On the middle course of Mureș, at the entry of Apuseni Mountains fortress and at the north end of the transylvanian plateau, there is evidence of the existence of some tribes of farmers and shepherds dating from the Neolitic era. Proofs that this land was inhabited were also found further on the chronological axis, in the Bronze and Iron ages.
Later on, the ancient dacians inhabited this area, building an important fortress of Dacia - Apoulon Citadel. As a consequence of the Roman conquest from 106 AD Christ a permanent Roman camp was build with the purpose of guarding the entrance in this territory which was rich in gold and to secure the transportation of gold towards Rome. The basis of the Roman administration from Dacia were set in Apulum due to two cities built around the Roman camp: Colonia Aurelia Apulensis and Colonia Nova Apulensis.
The development of these urban centers was put to an end somewhere in the obscurity of a history marked by migrations, wars and massacres. The sources attest the existence of a medieval fortress in 1199, named Alba Iulia, after the White(Alba) Citadel of Gyula (Iulia).
Subsequently the Citadel is referred to as the capital city of the Voivodship and further on of the Principality of Transylvania and also residence of the Catholic Diocese of Transylvania.
Alba Iulia Citadel is the cradle of the idea of unity for Romanians since the triumphant entrance in the city of voivod Michael the Brave, who declared the city the capital of all Romanians on 1 November 1599.
The Austrian rule instituted after 1700 converted the medieval city into a military bastion inspired by the model of the French engineer Vauban Sébastien Le Prestre. Constructions were carried out between 1714-1738, with a defensive system conceived of three rows of walls fortified by seven towers and enclosed by three lines of ditches.
The Citadel witnessed the tragic end of the three leaders of the revolt of 1785 - Horea, Cloșca and Crișan.
In the line of great historical events which took place in Alba Iulia there is also the Grand National Assembly of December 1st 1918, which is the expression of the Romanians’ desire to unify.

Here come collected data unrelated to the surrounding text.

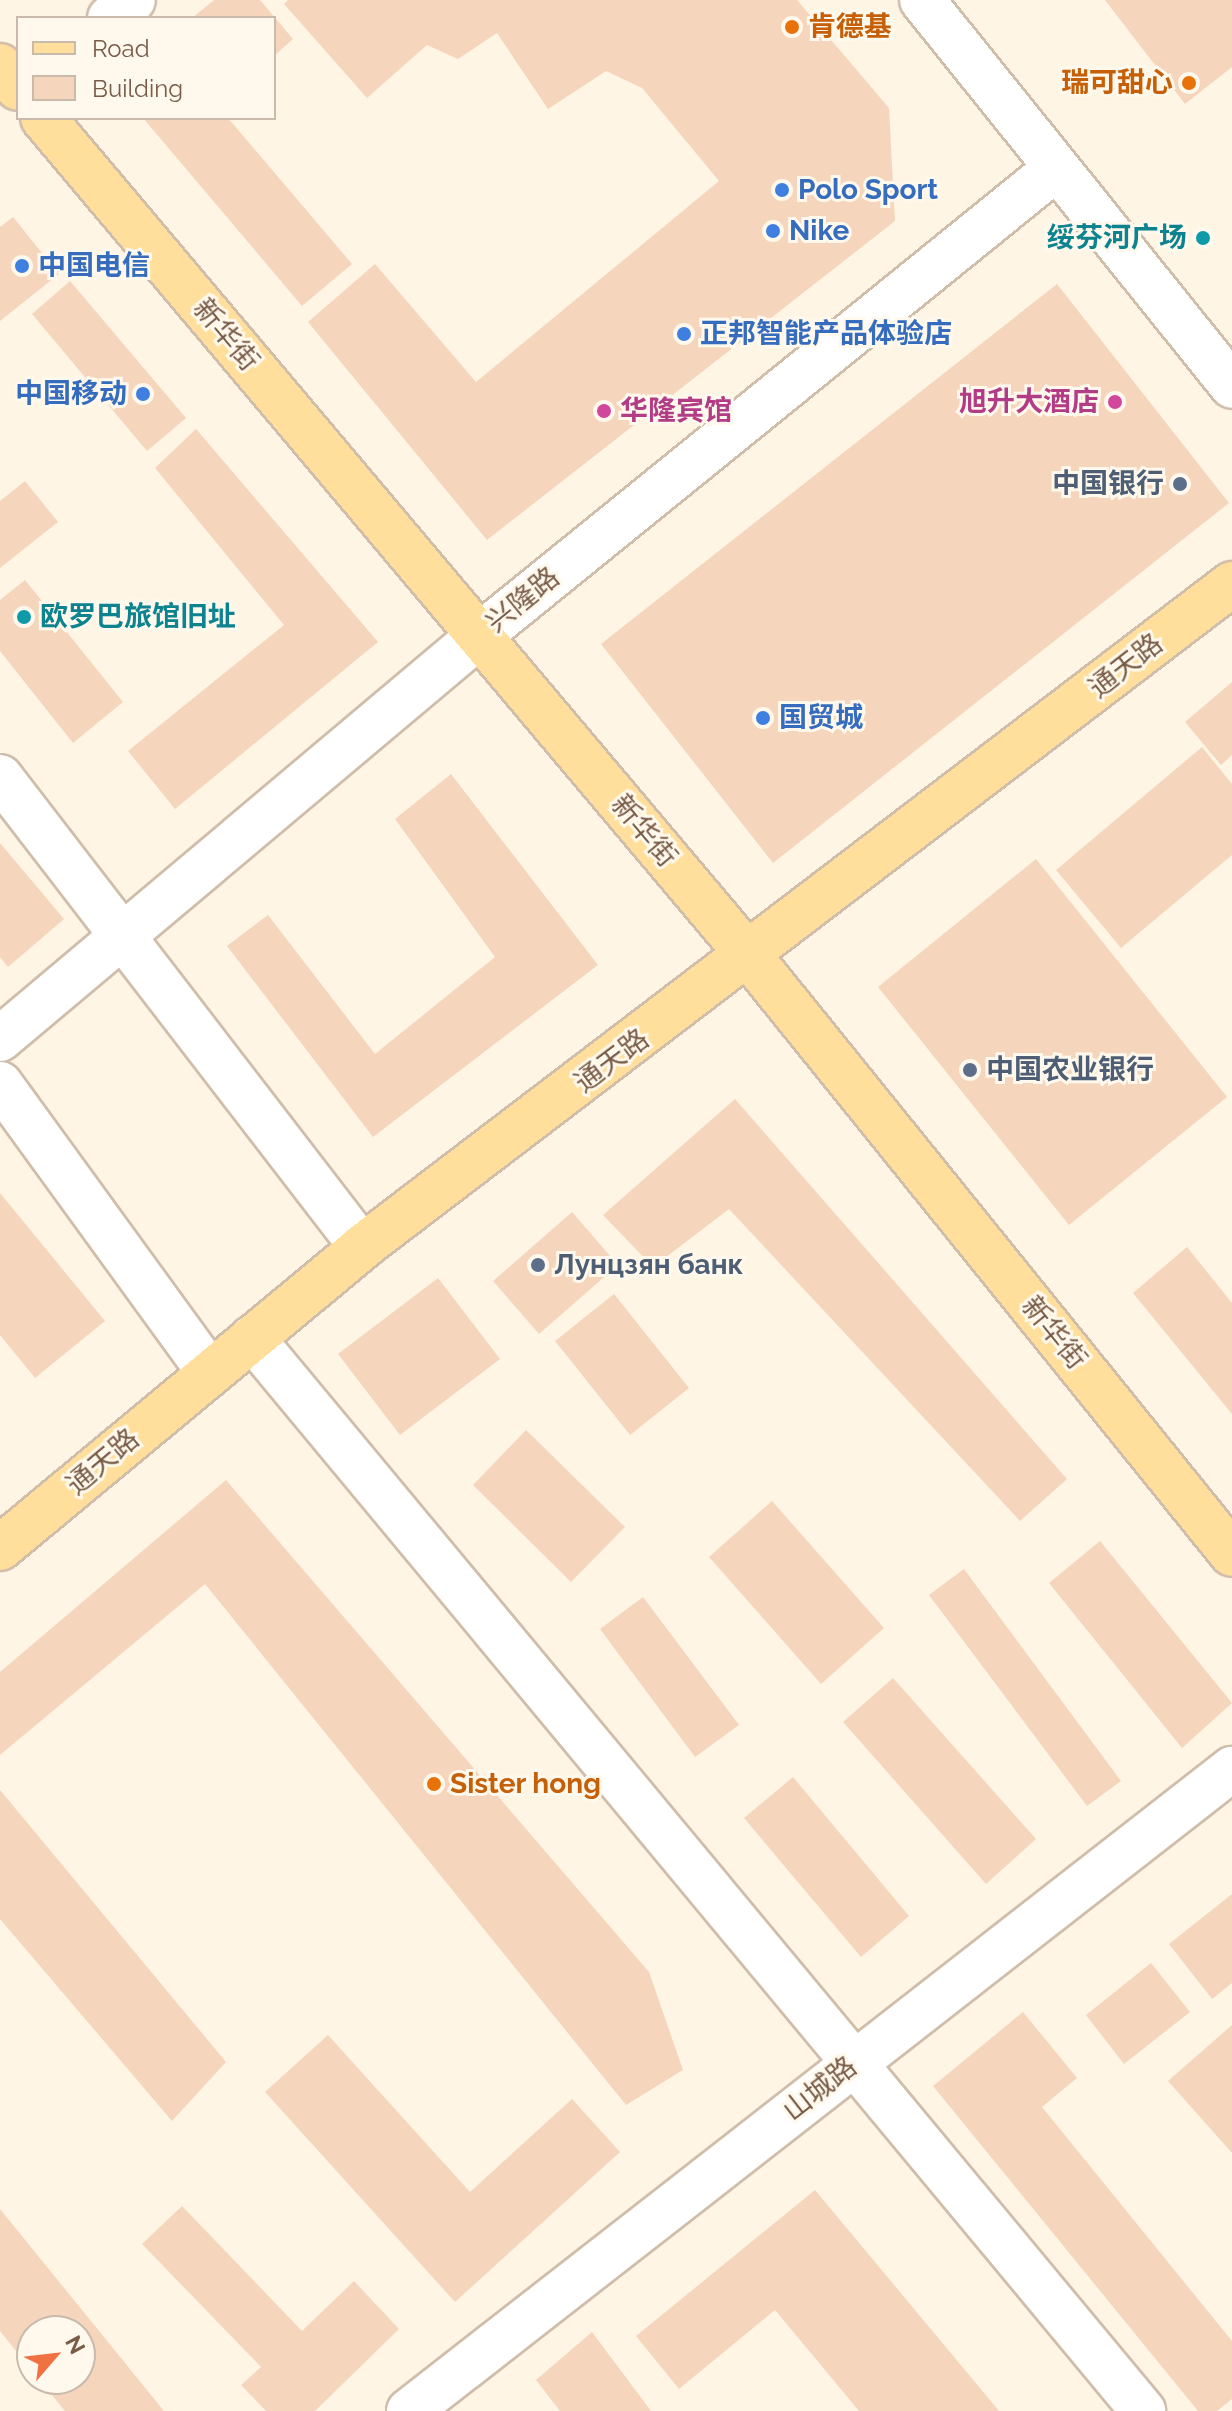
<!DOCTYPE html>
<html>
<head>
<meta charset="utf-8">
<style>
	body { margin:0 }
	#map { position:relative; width:1232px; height:2411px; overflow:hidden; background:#fef5e5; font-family:Raleway,"Noto Sans SC",sans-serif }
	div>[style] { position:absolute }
	.building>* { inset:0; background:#f5d5bb }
	.roads { filter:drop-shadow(2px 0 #d0bdaa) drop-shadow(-2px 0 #d0bdaa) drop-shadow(0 2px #d0bdaa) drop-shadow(0 -2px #d0bdaa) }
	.minor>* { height:44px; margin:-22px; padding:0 22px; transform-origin:22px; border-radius:22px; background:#fff }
	.major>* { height:44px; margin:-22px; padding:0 22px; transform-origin:22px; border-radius:22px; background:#ffdf9b }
	.dots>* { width:22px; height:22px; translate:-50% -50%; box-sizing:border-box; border:4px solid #fff9ed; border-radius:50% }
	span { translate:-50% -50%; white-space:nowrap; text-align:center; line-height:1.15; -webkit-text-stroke:6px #fff9ed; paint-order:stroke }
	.food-label { font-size:28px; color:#c56008; font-weight:700 }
	.left { translate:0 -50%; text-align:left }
	.right { translate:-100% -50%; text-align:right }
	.shop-label { font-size:28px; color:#366cbe; font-weight:700 }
	.culture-label { font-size:28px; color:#0d838f; font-weight:700 }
	.street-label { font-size:28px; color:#795c48 }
	.hotel-label { font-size:28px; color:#b23c85; font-weight:700 }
	.service-label { font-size:28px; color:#4e5e75; font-weight:700 }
	.legend { position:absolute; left:16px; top:16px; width:260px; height:104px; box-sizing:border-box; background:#fff9ed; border:2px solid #c9baab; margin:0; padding:10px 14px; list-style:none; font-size:24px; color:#795c48 }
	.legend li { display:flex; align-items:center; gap:16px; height:40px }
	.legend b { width:40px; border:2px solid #c9baab }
	.north { position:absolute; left:16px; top:2315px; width:80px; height:80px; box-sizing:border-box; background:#fff9ed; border:2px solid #c9baab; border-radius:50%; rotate:62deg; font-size:22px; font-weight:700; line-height:32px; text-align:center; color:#795c48 }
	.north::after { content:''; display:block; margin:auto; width:28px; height:36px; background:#f07142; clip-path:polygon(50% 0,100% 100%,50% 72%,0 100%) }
</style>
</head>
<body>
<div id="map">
	<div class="building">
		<div style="clip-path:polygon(214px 0,260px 0,293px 39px,274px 56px,274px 18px,192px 18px)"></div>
		<div style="clip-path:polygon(288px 0,797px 0,889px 108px,895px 221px,487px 540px,308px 322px,375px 264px,476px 382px,719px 181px,642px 88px,606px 71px,548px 109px,497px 33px,458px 59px,427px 45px,367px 98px,284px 4px)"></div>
		<div style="clip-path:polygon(1105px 0,1232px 0,1232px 67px,1185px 104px)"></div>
		<div style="clip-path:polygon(143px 118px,228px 118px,352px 264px,302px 306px)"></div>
		<div style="clip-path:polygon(13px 217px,59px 274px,0 321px,0 227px)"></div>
		<div style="clip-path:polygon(70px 281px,186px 418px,147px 451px,32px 314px)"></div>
		<div style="clip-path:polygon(1057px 284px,1229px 503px,773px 863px,601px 644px)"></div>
		<div style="clip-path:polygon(196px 429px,378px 642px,175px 809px,128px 751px,284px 625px,155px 468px)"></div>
		<div style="clip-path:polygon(25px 481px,58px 522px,0 568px,0 501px)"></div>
		<div style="clip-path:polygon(25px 580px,123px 702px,73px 743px,0 651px,0 600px)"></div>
		<div style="clip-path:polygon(1232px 682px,1232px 755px,1221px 765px,1185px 722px)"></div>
		<div style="clip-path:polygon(1202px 747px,1232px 784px,1232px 855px,1121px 948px,1056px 870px)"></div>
		<div style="clip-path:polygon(451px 774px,598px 965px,373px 1137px,227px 946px,268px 915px,375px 1054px,495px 957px,395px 819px)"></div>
		<div style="clip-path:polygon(0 843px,64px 919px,8px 967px,0 957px)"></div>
		<div style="clip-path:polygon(1036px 859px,1227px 1097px,1069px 1225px,878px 987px)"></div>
		<div style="clip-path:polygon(735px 1099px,1067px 1479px,1020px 1521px,729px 1209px,653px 1267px,603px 1215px)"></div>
		<div style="clip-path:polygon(0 1193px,105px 1321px,35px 1378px,0 1335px)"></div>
		<div style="clip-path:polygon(572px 1212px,618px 1265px,539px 1334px,493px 1281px)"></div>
		<div style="clip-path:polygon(1187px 1247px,1232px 1303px,1232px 1414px,1133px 1293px)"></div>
		<div style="clip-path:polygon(438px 1278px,500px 1359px,400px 1435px,338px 1354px)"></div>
		<div style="clip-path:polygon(614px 1294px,689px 1388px,630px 1435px,555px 1341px)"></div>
		<div style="clip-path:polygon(526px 1430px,625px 1527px,571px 1582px,473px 1485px)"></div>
		<div style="clip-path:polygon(226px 1480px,649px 1972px,683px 2070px,626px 2105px,205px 1584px,0 1755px,0 1672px)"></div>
		<div style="clip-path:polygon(772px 1501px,884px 1628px,821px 1684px,709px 1557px)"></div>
		<div style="clip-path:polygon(1100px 1541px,1232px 1703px,1182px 1748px,1049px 1583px)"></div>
		<div style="clip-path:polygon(964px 1569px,1121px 1781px,1087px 1806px,929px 1595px)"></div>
		<div style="clip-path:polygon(643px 1597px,739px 1725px,695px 1757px,600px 1629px)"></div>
		<div style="clip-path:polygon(893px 1678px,1036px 1839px,986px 1884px,843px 1722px)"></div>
		<div style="clip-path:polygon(793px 1777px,909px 1916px,861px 1957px,744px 1818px)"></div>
		<div style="clip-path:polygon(0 1790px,226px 2062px,172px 2121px,0 1919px)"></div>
		<div style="clip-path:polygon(1232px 1894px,1232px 1983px,1212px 1999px,1169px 1944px)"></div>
		<div style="clip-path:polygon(1151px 1963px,1190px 2012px,1124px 2064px,1086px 2015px)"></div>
		<div style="clip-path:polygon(1023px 2012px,1077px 2078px,1042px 2107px,1232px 2341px,1232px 2399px,1217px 2411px,1198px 2411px,933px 2086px)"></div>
		<div style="clip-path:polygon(1232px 2025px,1232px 2153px,1168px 2081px)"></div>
		<div style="clip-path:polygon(328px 2035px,470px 2192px,572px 2099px,620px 2152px,455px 2302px,265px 2092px)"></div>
		<div style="clip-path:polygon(815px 2190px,999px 2411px,859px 2411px,775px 2310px,679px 2389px,636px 2336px)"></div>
		<div style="clip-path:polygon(182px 2206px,302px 2331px,354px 2281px,399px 2329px,315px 2411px,266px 2411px,241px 2385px,261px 2367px,142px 2244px)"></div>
		<div style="clip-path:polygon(0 2209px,164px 2411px,65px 2411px,39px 2379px,80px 2379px,80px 2331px,32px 2331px,32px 2371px,0 2331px)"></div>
		<div style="clip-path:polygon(592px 2332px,651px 2411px,560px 2411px,536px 2380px)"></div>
	</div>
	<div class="roads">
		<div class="minor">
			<div style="left:922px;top:0;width:495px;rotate:51.2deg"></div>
			<div style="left:110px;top:18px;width:29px;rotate:-38deg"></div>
			<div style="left:0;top:777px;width:593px;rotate:52.4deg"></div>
			<div style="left:0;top:1039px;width:626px;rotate:-40.08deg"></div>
			<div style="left:479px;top:636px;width:740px;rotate:-39.02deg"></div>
			<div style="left:0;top:1084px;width:357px;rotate:54deg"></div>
			<div style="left:252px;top:1338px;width:1395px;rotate:50.29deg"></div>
			<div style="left:409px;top:2411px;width:1044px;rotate:-37.96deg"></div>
		</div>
		<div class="major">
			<div style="left:0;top:66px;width:28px;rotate:51deg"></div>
			<div style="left:43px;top:118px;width:1097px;rotate:49.88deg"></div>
			<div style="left:750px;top:957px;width:767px;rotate:51.08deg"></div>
			<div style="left:0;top:1548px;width:471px;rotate:-39.7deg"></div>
			<div style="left:362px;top:1247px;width:1094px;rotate:-37.31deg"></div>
		</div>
	</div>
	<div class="dots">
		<div style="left:792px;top:27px;background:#e8710a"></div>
		<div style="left:1189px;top:83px;background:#e8710a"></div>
		<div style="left:782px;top:190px;background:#3f7fe0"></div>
		<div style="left:773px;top:231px;background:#3f7fe0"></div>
		<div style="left:1203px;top:238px;background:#0f9aa8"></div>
		<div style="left:22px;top:266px;background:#3f7fe0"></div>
		<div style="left:684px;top:334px;background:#3f7fe0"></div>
		<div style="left:143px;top:394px;background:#3f7fe0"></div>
		<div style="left:1115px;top:402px;background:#d1479c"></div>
		<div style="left:604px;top:411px;background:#d1479c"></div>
		<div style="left:1180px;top:484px;background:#5c6f8a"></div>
		<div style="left:24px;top:617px;background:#0f9aa8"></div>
		<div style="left:763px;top:718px;background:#3f7fe0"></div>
		<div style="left:970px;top:1070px;background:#5c6f8a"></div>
		<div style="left:538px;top:1265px;background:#5c6f8a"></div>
		<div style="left:434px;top:1784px;background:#e8710a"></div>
	</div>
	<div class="food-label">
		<span class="left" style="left:808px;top:27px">肯德基</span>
		<span class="right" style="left:1173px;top:83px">瑞可甜心</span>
		<span class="left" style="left:450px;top:1784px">Sister hong</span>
	</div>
	<div class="shop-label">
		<span class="left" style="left:798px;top:190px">Polo Sport</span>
		<span class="left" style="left:789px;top:231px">Nike</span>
		<span class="left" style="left:38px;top:266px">中国电信</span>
		<span class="left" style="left:700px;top:334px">正邦智能产品体验店</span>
		<span class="right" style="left:127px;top:394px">中国移动</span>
		<span class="left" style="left:779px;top:718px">国贸城</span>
	</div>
	<div class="culture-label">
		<span class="right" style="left:1187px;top:238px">绥芬河广场</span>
		<span class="left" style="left:40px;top:617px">欧罗巴旅馆旧址</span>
	</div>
	<div class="street-label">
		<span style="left:226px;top:335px;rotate:50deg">新华街</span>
		<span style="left:523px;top:600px;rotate:-39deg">兴隆路</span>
		<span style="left:1126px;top:666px;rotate:-38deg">通天路</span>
		<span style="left:644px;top:831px;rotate:50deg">新华街</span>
		<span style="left:612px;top:1061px;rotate:-37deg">通天路</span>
		<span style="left:1054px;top:1333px;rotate:51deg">新华街</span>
		<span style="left:103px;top:1462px;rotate:-40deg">通天路</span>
		<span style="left:820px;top:2089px;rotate:-38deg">山城路</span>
	</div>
	<div class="hotel-label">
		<span class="right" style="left:1099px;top:402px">旭升大酒店</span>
		<span class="left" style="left:620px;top:411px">华隆宾馆</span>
	</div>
	<div class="service-label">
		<span class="right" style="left:1164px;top:484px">中国银行</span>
		<span class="left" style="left:986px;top:1070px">中国农业银行</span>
		<span class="left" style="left:554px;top:1265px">Лунцзян банк</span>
	</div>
	<ul class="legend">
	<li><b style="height:10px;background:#ffdf9b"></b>Road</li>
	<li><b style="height:22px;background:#f5d5bb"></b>Building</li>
	</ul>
	<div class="north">N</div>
</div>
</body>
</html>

King Ferdinand and Queen Marie glorified the importance of Alba Iulia for the history of the Romanian people through an official ceremony of coronnation as king and queen of all the Romanians from the united historical provinces, held on October 15th 1922.
Every year, on December 1st, in Alba Iulia the first unification of the Romanian people is celebrated through events which confirm its role of a Hallmark-Citadel of the Great Union of Romanians.